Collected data
▬▬▬▬▬▬▬▬▬▬
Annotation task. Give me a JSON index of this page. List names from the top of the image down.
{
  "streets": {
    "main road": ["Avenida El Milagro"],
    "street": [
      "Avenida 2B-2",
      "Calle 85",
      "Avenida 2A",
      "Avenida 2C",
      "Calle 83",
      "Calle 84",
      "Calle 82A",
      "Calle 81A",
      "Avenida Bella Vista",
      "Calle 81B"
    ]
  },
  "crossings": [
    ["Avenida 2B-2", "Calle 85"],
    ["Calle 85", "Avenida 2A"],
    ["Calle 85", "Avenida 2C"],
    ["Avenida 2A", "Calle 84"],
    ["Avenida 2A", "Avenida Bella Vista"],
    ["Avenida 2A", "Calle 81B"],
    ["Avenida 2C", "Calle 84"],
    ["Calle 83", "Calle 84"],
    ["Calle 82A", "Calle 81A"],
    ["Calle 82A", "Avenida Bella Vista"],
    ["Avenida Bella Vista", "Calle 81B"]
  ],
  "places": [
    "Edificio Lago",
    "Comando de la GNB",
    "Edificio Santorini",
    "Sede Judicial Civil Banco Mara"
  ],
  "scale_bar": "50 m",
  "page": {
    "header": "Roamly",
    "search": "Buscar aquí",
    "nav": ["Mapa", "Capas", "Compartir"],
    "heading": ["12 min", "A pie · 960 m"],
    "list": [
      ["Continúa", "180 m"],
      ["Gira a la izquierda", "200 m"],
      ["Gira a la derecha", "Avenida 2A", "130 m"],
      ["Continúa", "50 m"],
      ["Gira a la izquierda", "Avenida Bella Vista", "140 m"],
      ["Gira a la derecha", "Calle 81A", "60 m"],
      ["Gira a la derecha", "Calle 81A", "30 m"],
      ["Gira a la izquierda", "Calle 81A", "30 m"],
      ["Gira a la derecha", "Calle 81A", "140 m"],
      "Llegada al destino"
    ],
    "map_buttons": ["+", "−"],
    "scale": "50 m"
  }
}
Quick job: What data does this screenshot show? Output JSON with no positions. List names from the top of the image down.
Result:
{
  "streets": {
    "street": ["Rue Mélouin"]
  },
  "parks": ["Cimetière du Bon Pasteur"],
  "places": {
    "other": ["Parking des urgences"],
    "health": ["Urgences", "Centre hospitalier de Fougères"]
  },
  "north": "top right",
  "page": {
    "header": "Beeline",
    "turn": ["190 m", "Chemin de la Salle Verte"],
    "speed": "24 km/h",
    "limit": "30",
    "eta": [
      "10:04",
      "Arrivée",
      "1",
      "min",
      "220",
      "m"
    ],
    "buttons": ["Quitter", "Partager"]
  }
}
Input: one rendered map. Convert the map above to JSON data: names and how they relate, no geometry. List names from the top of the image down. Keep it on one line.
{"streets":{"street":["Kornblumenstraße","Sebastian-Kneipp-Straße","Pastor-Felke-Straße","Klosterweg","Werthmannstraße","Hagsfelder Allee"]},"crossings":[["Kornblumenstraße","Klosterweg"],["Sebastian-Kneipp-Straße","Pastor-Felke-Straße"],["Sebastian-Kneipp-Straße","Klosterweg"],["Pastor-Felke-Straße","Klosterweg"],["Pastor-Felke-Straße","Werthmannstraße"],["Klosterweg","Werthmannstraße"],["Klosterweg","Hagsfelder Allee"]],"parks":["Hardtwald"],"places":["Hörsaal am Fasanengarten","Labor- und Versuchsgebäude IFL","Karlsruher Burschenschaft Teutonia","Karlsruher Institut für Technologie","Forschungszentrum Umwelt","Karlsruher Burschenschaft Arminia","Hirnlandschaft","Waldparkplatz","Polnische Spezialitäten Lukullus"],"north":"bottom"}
▬▬▬▬▬▬▬▬▬▬
AIM OF THE TASK => Every record should be retyped so that it matches the original exactly.

RESPONSE TO THIS EXERCISE =>
Annotation task. Give me a JSON index of this page. List names from the top of the image down.
{
  "streets": {
    "main road": ["Avenida El Milagro"],
    "street": [
      "Avenida 2B-2",
      "Calle 85",
      "Avenida 2A",
      "Avenida 2C",
      "Calle 83",
      "Calle 84",
      "Calle 82A",
      "Calle 81A",
      "Avenida Bella Vista",
      "Calle 81B"
    ]
  },
  "crossings": [
    ["Avenida 2B-2", "Calle 85"],
    ["Calle 85", "Avenida 2A"],
    ["Calle 85", "Avenida 2C"],
    ["Avenida 2A", "Calle 84"],
    ["Avenida 2A", "Avenida Bella Vista"],
    ["Avenida 2A", "Calle 81B"],
    ["Avenida 2C", "Calle 84"],
    ["Calle 83", "Calle 84"],
    ["Calle 82A", "Calle 81A"],
    ["Calle 82A", "Avenida Bella Vista"],
    ["Avenida Bella Vista", "Calle 81B"]
  ],
  "places": [
    "Edificio Lago",
    "Comando de la GNB",
    "Edificio Santorini",
    "Sede Judicial Civil Banco Mara"
  ],
  "scale_bar": "50 m",
  "page": {
    "header": "Roamly",
    "search": "Buscar aquí",
    "nav": ["Mapa", "Capas", "Compartir"],
    "heading": ["12 min", "A pie · 960 m"],
    "list": [
      ["Continúa", "180 m"],
      ["Gira a la izquierda", "200 m"],
      ["Gira a la derecha", "Avenida 2A", "130 m"],
      ["Continúa", "50 m"],
      ["Gira a la izquierda", "Avenida Bella Vista", "140 m"],
      ["Gira a la derecha", "Calle 81A", "60 m"],
      ["Gira a la derecha", "Calle 81A", "30 m"],
      ["Gira a la izquierda", "Calle 81A", "30 m"],
      ["Gira a la derecha", "Calle 81A", "140 m"],
      "Llegada al destino"
    ],
    "map_buttons": ["+", "−"],
    "scale": "50 m"
  }
}
Quick job: What data does this screenshot show? Output JSON with no positions. List names from the top of the image down.
Result:
{
  "streets": {
    "street": ["Rue Mélouin"]
  },
  "parks": ["Cimetière du Bon Pasteur"],
  "places": {
    "other": ["Parking des urgences"],
    "health": ["Urgences", "Centre hospitalier de Fougères"]
  },
  "north": "top right",
  "page": {
    "header": "Beeline",
    "turn": ["190 m", "Chemin de la Salle Verte"],
    "speed": "24 km/h",
    "limit": "30",
    "eta": [
      "10:04",
      "Arrivée",
      "1",
      "min",
      "220",
      "m"
    ],
    "buttons": ["Quitter", "Partager"]
  }
}
Input: one rendered map. Convert the map above to JSON data: names and how they relate, no geometry. List names from the top of the image down. Keep it on one line.
{"streets":{"street":["Kornblumenstraße","Sebastian-Kneipp-Straße","Pastor-Felke-Straße","Klosterweg","Werthmannstraße","Hagsfelder Allee"]},"crossings":[["Kornblumenstraße","Klosterweg"],["Sebastian-Kneipp-Straße","Pastor-Felke-Straße"],["Sebastian-Kneipp-Straße","Klosterweg"],["Pastor-Felke-Straße","Klosterweg"],["Pastor-Felke-Straße","Werthmannstraße"],["Klosterweg","Werthmannstraße"],["Klosterweg","Hagsfelder Allee"]],"parks":["Hardtwald"],"places":["Hörsaal am Fasanengarten","Labor- und Versuchsgebäude IFL","Karlsruher Burschenschaft Teutonia","Karlsruher Institut für Technologie","Forschungszentrum Umwelt","Karlsruher Burschenschaft Arminia","Hirnlandschaft","Waldparkplatz","Polnische Spezialitäten Lukullus"],"north":"bottom"}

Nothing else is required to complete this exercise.